Saved entries:
###
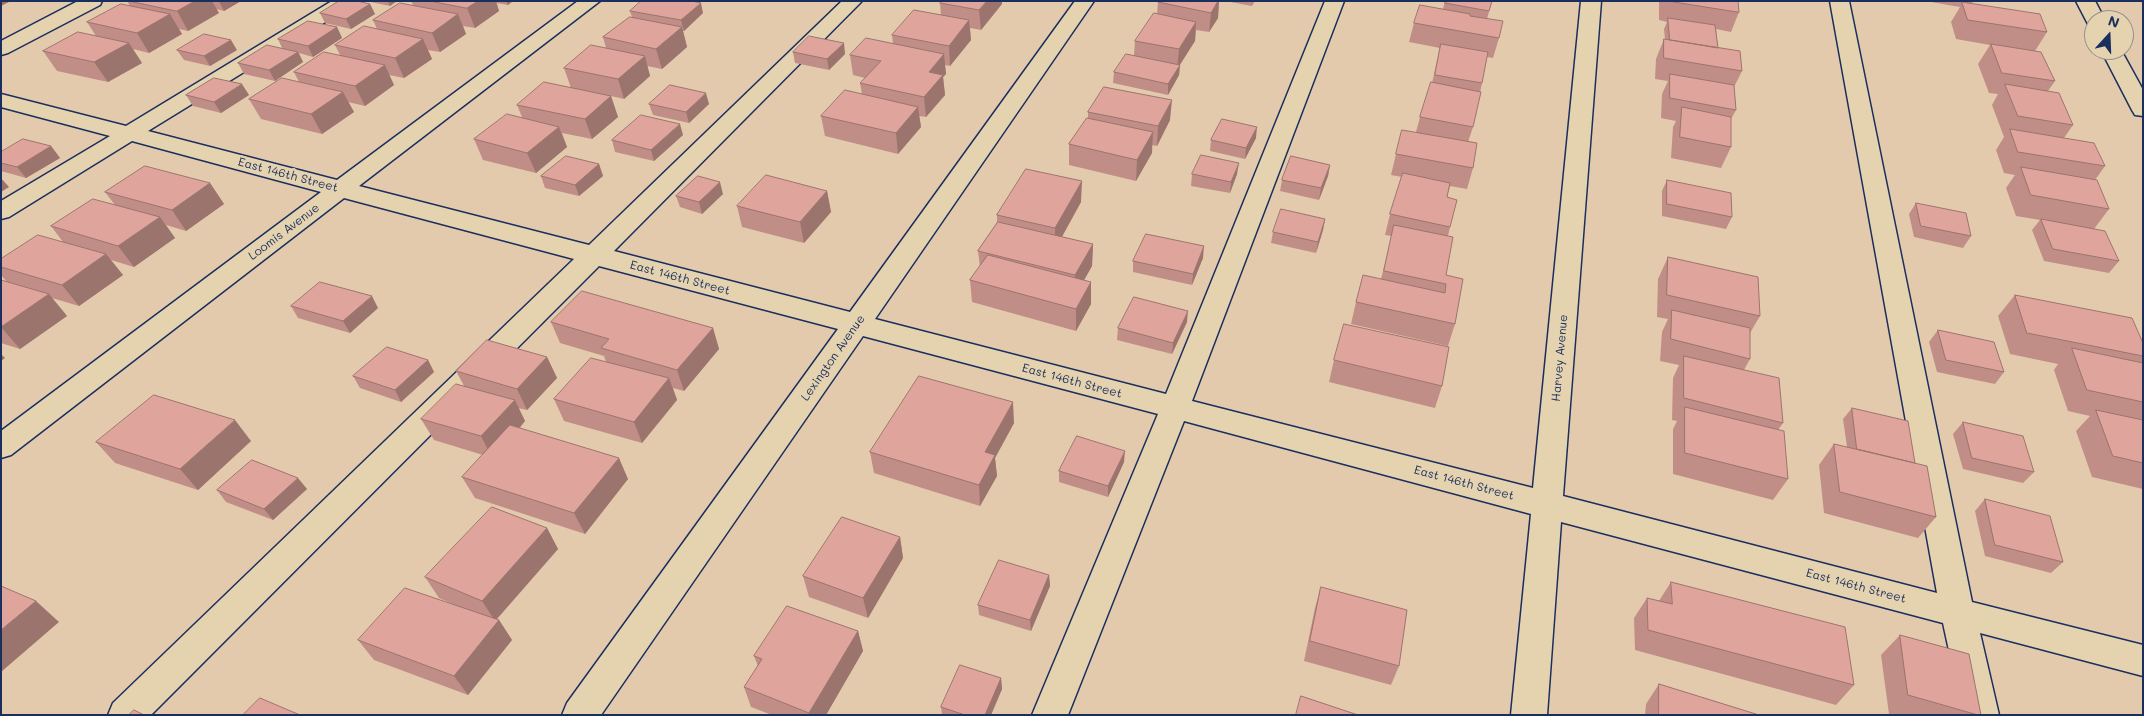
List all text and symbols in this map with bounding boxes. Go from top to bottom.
north arrow [2084,10,2134,60]
text: N [2106,11,2122,32]
street label: East 146th Street [236,155,340,195]
street label: Loomis Avenue [246,201,322,263]
street label: East 146th Street [628,258,732,298]
street label: Lexington Avenue [798,312,868,404]
street label: Harvey Avenue [1549,314,1571,402]
street label: East 146th Street [1020,361,1124,401]
street label: East 146th Street [1412,463,1516,503]
street label: East 146th Street [1804,566,1908,606]

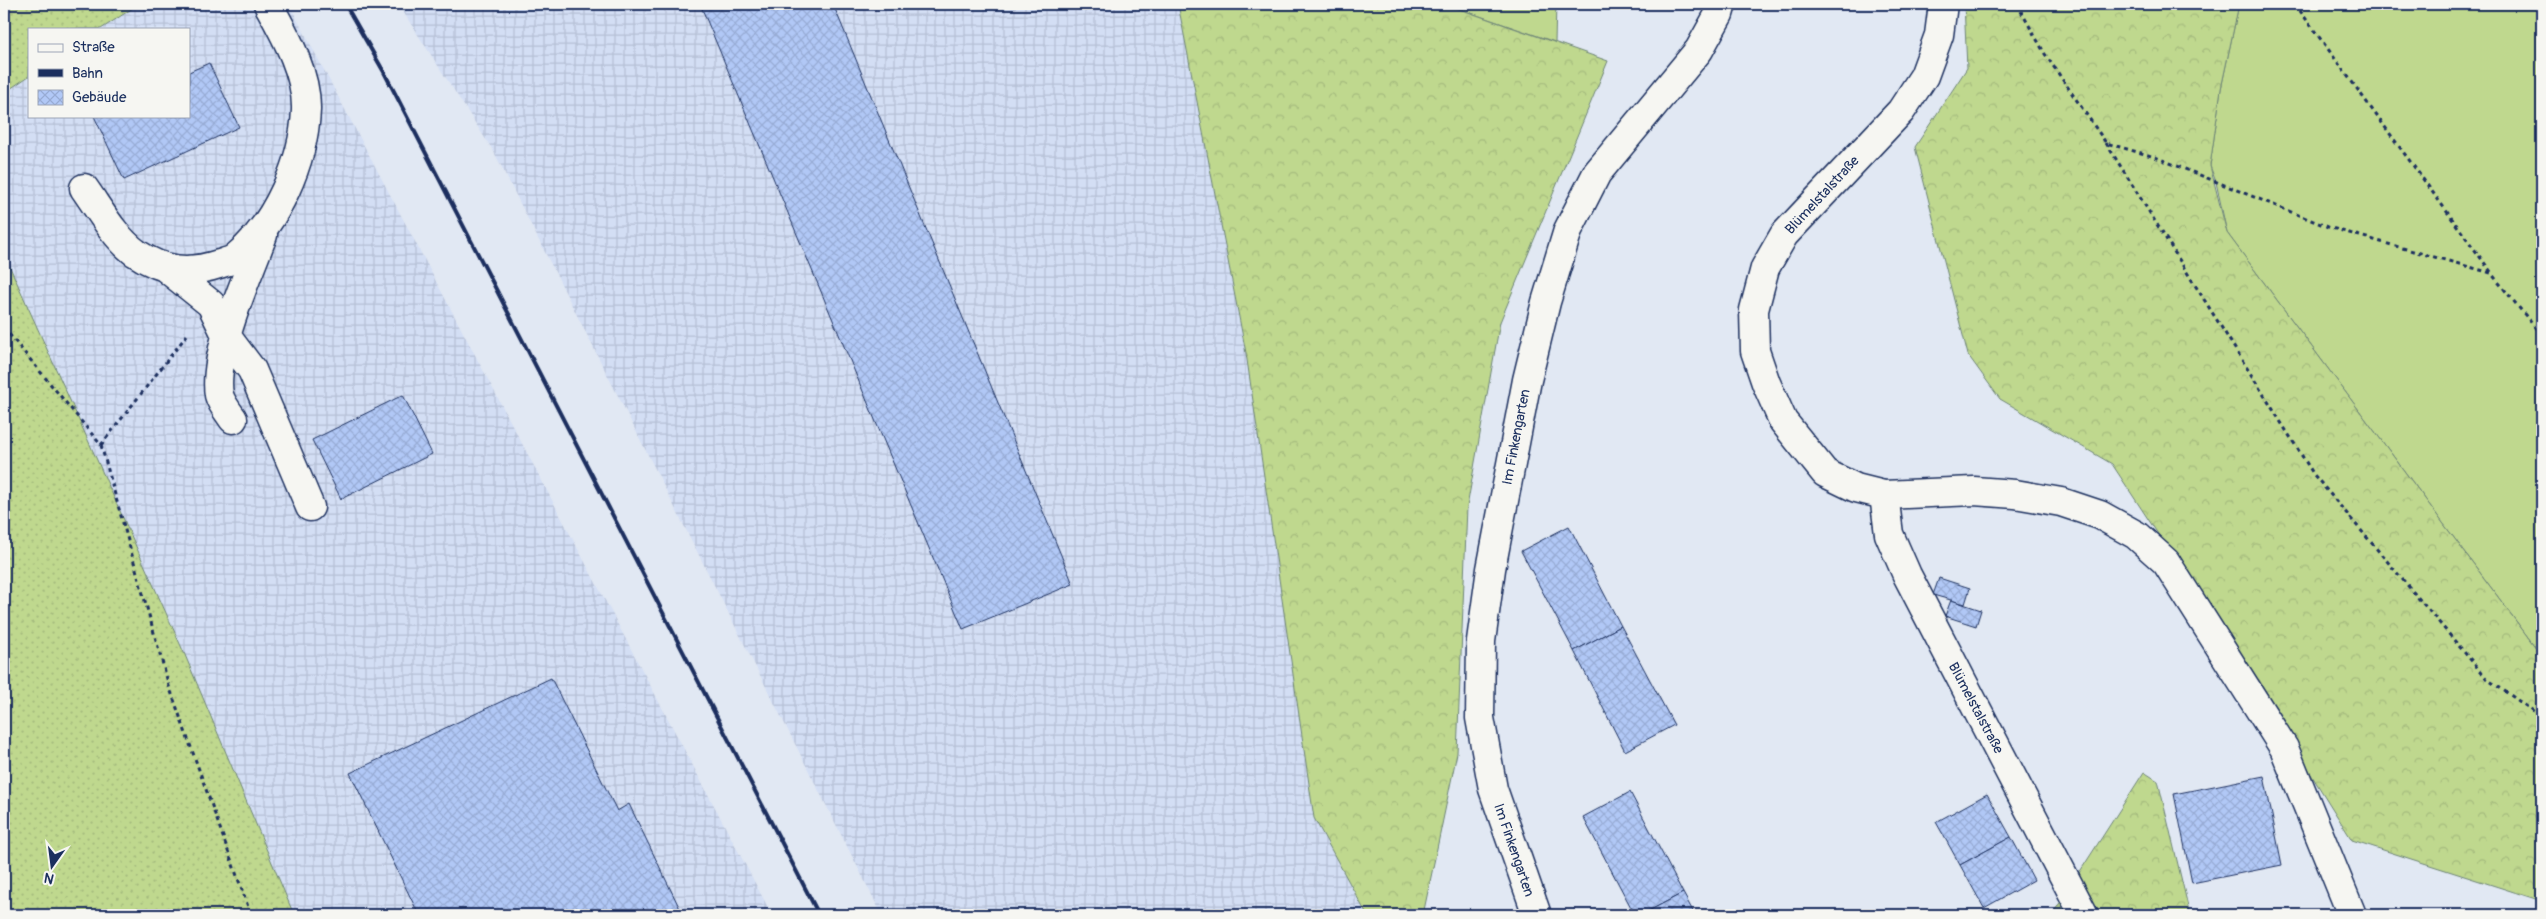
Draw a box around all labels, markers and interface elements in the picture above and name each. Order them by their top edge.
legend [28,28,190,118]
text: Straße [72,38,115,57]
text: Bahn [72,64,103,83]
text: Gebäude [72,88,127,107]
street label: Blümelstalstraße [1781,152,1863,238]
street label: Im Finkengarten [1498,388,1534,486]
street label: Blümelstalstraße [1945,659,2007,757]
street label: Im Finkengarten [1490,801,1538,899]
north arrow [28,842,78,892]
text: N [42,869,56,888]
###
Goal of the exercise >> Keep only the lines from the one containing "Draw a box around" through the final line of the records, and transcribe them exactly.

Response to this task >>
Draw a box around all labels, markers and interface elements in the picture above and name each. Order them by their top edge.
legend [28,28,190,118]
text: Straße [72,38,115,57]
text: Bahn [72,64,103,83]
text: Gebäude [72,88,127,107]
street label: Blümelstalstraße [1781,152,1863,238]
street label: Im Finkengarten [1498,388,1534,486]
street label: Blümelstalstraße [1945,659,2007,757]
street label: Im Finkengarten [1490,801,1538,899]
north arrow [28,842,78,892]
text: N [42,869,56,888]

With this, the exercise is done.